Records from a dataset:
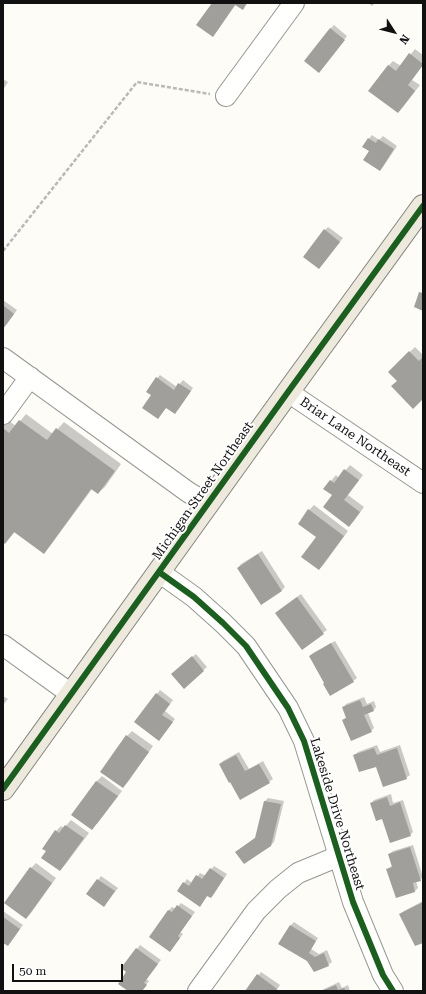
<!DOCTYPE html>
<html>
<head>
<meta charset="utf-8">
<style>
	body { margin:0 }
	#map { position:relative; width:426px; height:994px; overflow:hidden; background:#fdfcf7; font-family:"Roboto Serif",serif }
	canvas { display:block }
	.frame { position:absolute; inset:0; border:4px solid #111; pointer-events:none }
	.north { position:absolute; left:374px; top:12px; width:40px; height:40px; -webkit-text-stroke:3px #fff; paint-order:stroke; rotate:126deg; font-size:11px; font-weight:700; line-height:16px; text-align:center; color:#111 }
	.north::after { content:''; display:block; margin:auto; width:14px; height:18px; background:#111; clip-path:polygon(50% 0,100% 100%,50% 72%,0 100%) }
	.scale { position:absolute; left:12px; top:964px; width:111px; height:18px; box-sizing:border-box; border:2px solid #111; border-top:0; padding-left:5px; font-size:12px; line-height:14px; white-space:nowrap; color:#111; -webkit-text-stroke:3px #fff; paint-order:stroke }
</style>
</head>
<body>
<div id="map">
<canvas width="426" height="994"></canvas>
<div class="frame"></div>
<div class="north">N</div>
<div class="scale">50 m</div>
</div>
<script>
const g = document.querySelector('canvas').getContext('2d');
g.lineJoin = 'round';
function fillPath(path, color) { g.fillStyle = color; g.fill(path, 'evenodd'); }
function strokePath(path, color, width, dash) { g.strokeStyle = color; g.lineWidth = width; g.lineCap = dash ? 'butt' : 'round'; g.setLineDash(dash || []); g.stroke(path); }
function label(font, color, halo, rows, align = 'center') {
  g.font = font + ' "Roboto Serif",serif'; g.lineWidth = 4; g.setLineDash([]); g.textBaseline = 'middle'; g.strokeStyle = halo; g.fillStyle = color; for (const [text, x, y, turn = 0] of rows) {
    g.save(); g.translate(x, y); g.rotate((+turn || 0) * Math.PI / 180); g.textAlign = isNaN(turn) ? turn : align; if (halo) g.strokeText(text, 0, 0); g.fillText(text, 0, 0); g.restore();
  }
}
const shadow = new Path2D(`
	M213,3H248L242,8L236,4L217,31L212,36Z
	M368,3H375L372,6Z
	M334,25L347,36L319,72L330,29Z
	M415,49L423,55V65L412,80L420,85L403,107L398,112L388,66L393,61L401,66Z
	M3,79L8,82L3,90Z
	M372,135L379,140L383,136L397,146L383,167L380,170L370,151L363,146Z
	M328,227L343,238L322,265L325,230Z
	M3,300L17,310L7,324L3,326Z
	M415,347L423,355V397L398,381L389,372Z
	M160,375L177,387L183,380L193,388L178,410L152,394L157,378Z
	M26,414L53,434L64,422L121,464L105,487L98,493L92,489L50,546L44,553L15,532L5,543L3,541V448L6,444L3,442V422L6,419L16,426Z
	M350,465L363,475L348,495L364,507L354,521L349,526L333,495L325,488L336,475L339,478Z
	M314,505L348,531L324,564L319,569L317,537L309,510Z
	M262,551L285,587L282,590L261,603L238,568L241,564Z
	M301,594L327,630L302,648L279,610Z
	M335,641L357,678L353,681L325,683L310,656L313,653Z
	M196,654L207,667L184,687L176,671Z
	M160,690L173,700L165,711L175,719L162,736L157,694Z
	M3,696L8,699L3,705Z
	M364,697L367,704L374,701L376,707L373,711L368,713L374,728L371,731L343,720L347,717L343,708L346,704Z
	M132,731L153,746L128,782L123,787L127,736Z
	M377,745L380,752L400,745L410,775L406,778L354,755L358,752Z
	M239,752L249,769L263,761L273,779L269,782L220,764L223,761Z
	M102,776L122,791L97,824L73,815L97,781Z
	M391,794L393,803L403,800L413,832L410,835L383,817L371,803L374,800Z
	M268,798L284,801L274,842L270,846L236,852L256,837L265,801Z
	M71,820L89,833L65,865L60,870L48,851L44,848L56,831L61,826L64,828Z
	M413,845L423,877L420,880L416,881L418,888L415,891L396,897L388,869L393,865L389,854L393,851Z
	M36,863L56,878L31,913L26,918L31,868Z
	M214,866L227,874L214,894L211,897L208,895L200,905L178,891L187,879L192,883L200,873L206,876Z
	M101,876L118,888L104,906L88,894Z
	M423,901V941L400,914L404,911Z
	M181,903L195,912L180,932L183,934L170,951L150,937L169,910L172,907L176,909Z
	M3,911L23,925L8,945L3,941Z
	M294,922L318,938L311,949L319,954L327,950L332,962L328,965L314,971L290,926Z
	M140,945L161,960L146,979L149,981L142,991H129L128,972L123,968Z
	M261,972L280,985L276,991H246Z
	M339,982L342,988L348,985L350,991H320Z`);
const building = new Path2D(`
	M212,3H247L243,10L235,5L213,37L196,25Z
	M330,28L345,40L319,73L304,61Z
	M409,53L423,64V65L408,85L415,91L398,113L368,91L388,65L396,71Z
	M368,138L376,143L378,139L394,149L380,171L363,160L369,151L362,147Z
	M324,229L340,242L319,269L303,257Z
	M419,292L423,293V311L414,307Z
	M3,305L14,314L3,329Z
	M409,351L419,361L423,357V399L413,409L391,386L397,381L388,372Z
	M156,377L174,390L178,383L191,391L175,414L166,408L158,419L142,408L151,395L146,392Z
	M19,420L47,440L56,428L115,471L98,494L91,489L44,554L14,532L5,544L3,542V446L4,444L3,443V428L9,433Z
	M344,469L359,480L344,500L360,512L349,527L323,507L332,495L323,489L330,480L334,483Z
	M308,509L344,536L319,570L301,557L316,537L298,524Z
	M258,554L282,591L261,605L237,568Z
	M297,597L324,634L302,650L275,613Z
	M331,643L354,682L330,696L323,684L324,683L309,656Z
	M192,656L204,671L184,689L171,674Z
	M156,693L170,704L162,715L173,722L159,741L134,722Z
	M360,700L363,707L371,704L374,711L364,715L372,732L351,741L342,720L346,718L342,707Z
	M126,735L149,752L123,788L100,772Z
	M374,748L377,755L397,748L407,779L383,787L376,767L359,772L353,755Z
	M236,755L245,771L259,764L270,783L240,800L230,782L229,783L219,764Z
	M96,781L118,796L92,830L71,815Z
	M387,797L390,806L400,802L411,836L390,843L382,819L376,821L370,803Z
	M264,801L281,804L271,846L244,864L235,852L255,838Z
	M65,825L84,838L60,871L41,858L46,851L42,849L55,830L59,833Z
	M410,847L421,881L413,883L415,892L396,898L386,869L392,867L388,854Z
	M30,867L52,883L26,919L4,903Z
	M210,868L224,878L211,898L207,896L200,907L177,891L183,882L189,886L196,875L202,879Z
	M97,879L115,891L104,907L86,894Z
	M423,902V943L415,946L399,914Z
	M177,905L192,916L178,936L180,938L170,952L149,937L168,910L172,912Z
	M3,917L20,929L8,946L3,943Z
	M290,925L316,941L309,953L315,957L324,953L329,966L314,972L307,961L278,944Z
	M136,948L158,964L144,983L147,985L142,991H128L118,984L126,972L121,968Z
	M257,974L277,989L276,991H245Z
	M336,985L338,990L344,988L346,991H321Z`);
const path = new Path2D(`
	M3,251L137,82L210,94`);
const minor = new Path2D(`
	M226,96L294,3
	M3,358L188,492L208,504
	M288,392L423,483
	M3,414L30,377
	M159,572L194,597L223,623L246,646L288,708L304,741L353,902L383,975L393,991
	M3,645L71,694
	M198,991L256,911L278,889L298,873L339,856`);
const major = new Path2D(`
	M3,789L288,392L423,206`);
const cycleway = new Path2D(`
	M159,572L194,597L223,623L246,646L288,708L304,741L353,902L383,975L393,991
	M3,789L288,392L423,206`);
const streetNames = [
	["Briar Lane Northeast",355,437,34],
	["Michigan Street Northeast",203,491,-55],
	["Lakeside Drive Northeast",337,814,73]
];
fillPath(shadow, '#0003');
fillPath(building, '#a19f9c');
strokePath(minor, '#979795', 22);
strokePath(major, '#858482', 24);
strokePath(path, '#b9b9b8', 2.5, [4, 2]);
strokePath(minor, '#fffffe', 20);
strokePath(major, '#ede9dc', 22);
strokePath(cycleway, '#1b5e20', 6);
label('13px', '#111', '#fff', streetNames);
</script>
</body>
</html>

## Work item
Start with the first line of the records above and end with the line containing "position:absolute; left:374px; top:12px;". Output those lines exactly, pictures excluded.

## Expected answer
<!DOCTYPE html>
<html>
<head>
<meta charset="utf-8">
<style>
	body { margin:0 }
	#map { position:relative; width:426px; height:994px; overflow:hidden; background:#fdfcf7; font-family:"Roboto Serif",serif }
	canvas { display:block }
	.frame { position:absolute; inset:0; border:4px solid #111; pointer-events:none }
	.north { position:absolute; left:374px; top:12px; width:40px; height:40px; -webkit-text-stroke:3px #fff; paint-order:stroke; rotate:126deg; font-size:11px; font-weight:700; line-height:16px; text-align:center; color:#111 }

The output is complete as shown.